What is a "pick-and-shovel" play?
A “pick-and-shovel” play is a strategy that investors employ in order to benefit off the growth in a particular industry by investing in the underlying technology or services used in delivering the final product. The name comes from the California Gold Rush. While thousands of prospectors were staking their claims and mining the mountains in hope of striking it big, those selling picks and shovels were making a killing without needing to actually find any gold.
This can be particularly effective when a new industry emerges, without clear leaders, representing a high-risk opportunity that may have big rewards down the line.

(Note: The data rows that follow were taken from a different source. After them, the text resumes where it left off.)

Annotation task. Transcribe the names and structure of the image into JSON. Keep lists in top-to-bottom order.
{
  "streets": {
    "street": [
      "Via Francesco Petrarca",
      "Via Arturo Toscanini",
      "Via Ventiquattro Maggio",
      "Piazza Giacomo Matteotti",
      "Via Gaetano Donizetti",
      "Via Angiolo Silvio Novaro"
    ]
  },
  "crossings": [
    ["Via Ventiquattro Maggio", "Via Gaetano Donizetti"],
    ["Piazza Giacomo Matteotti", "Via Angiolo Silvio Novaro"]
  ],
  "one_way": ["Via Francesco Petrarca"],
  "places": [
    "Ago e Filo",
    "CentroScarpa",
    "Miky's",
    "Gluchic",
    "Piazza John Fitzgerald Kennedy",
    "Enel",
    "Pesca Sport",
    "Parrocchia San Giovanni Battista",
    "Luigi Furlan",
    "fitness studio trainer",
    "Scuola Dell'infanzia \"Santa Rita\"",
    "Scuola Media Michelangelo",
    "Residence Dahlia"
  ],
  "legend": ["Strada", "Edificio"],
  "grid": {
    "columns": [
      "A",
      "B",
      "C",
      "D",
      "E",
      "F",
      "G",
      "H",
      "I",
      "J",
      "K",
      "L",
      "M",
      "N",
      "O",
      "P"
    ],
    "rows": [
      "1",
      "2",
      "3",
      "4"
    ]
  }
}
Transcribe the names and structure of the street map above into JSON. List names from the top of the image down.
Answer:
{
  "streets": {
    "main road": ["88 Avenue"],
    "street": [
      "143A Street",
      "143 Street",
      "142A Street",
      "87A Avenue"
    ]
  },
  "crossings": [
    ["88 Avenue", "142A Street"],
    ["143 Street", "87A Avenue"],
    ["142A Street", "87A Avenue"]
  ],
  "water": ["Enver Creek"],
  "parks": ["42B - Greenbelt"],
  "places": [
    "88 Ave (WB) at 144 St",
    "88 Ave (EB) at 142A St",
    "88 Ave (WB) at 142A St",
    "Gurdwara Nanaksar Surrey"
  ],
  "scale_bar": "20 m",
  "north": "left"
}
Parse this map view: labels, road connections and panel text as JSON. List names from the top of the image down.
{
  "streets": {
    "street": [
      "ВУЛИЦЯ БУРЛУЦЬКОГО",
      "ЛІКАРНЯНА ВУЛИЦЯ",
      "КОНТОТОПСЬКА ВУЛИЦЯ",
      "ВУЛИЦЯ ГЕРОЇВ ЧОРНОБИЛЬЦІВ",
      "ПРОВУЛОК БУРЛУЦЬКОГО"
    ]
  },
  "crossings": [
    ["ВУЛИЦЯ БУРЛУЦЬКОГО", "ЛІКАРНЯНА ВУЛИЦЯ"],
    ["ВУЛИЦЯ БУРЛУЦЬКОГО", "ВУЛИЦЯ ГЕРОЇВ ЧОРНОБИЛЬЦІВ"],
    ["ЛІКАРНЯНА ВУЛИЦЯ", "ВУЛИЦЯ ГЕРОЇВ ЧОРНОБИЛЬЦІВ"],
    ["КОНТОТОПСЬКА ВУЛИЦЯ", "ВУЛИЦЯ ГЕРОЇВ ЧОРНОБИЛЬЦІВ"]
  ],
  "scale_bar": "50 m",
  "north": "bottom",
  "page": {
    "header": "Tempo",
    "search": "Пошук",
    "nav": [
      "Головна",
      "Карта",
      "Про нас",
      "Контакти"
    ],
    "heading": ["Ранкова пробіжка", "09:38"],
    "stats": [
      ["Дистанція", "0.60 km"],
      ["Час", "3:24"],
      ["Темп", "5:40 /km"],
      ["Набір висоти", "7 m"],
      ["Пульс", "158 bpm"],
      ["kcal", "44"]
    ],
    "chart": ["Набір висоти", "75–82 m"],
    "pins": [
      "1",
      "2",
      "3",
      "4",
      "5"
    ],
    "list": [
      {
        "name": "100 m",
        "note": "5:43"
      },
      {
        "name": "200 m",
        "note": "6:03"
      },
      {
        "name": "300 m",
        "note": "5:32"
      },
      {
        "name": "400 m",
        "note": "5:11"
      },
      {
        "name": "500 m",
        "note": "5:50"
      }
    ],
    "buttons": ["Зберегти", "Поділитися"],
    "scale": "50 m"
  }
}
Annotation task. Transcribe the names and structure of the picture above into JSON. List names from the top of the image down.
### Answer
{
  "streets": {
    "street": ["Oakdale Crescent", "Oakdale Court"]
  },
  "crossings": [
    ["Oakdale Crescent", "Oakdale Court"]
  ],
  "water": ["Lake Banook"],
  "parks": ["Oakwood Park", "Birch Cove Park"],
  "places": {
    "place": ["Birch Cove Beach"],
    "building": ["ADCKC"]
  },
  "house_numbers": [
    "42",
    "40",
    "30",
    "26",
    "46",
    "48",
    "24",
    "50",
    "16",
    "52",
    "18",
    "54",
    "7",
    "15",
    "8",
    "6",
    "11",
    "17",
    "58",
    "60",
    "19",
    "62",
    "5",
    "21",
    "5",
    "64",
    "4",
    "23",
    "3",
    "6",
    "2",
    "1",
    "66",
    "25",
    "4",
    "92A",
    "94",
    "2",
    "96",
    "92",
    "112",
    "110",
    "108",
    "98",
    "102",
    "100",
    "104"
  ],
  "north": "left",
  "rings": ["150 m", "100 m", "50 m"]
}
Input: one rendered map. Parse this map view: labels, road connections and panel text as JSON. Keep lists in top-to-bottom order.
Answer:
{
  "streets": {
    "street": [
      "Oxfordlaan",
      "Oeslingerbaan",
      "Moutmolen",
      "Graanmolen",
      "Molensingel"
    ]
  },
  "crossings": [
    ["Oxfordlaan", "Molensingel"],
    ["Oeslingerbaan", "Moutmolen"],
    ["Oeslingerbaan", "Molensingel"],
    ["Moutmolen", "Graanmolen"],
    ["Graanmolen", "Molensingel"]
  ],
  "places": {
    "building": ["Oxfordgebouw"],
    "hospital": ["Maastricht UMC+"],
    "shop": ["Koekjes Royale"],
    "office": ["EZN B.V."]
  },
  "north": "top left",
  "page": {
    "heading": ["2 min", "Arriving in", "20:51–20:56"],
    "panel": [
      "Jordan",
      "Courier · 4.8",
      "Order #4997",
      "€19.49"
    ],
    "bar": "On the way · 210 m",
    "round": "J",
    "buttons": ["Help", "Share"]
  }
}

For example, cryptocurrency is far too high-risk for many investors. It’s also a lot more complicated than many people believe and plenty of people who bought Bitcoin or other cryptocurrencies over the last few years lost plenty of money because they didn’t understand the underlying technology. (BTW, I’d highly recommend a podcast recently released by the BBC called "The Missing Crypto Queen “ for insights on how fraud emerges in cases such as this). A safer way to invest in cryptocurrency as a trend would be to buy shares in a business whose products are used in the mining of cryptocurrencies — like Nvidia. You’re still exposed to the trend, just not directly holding a currency that can fluctuate wildly in a short space of time.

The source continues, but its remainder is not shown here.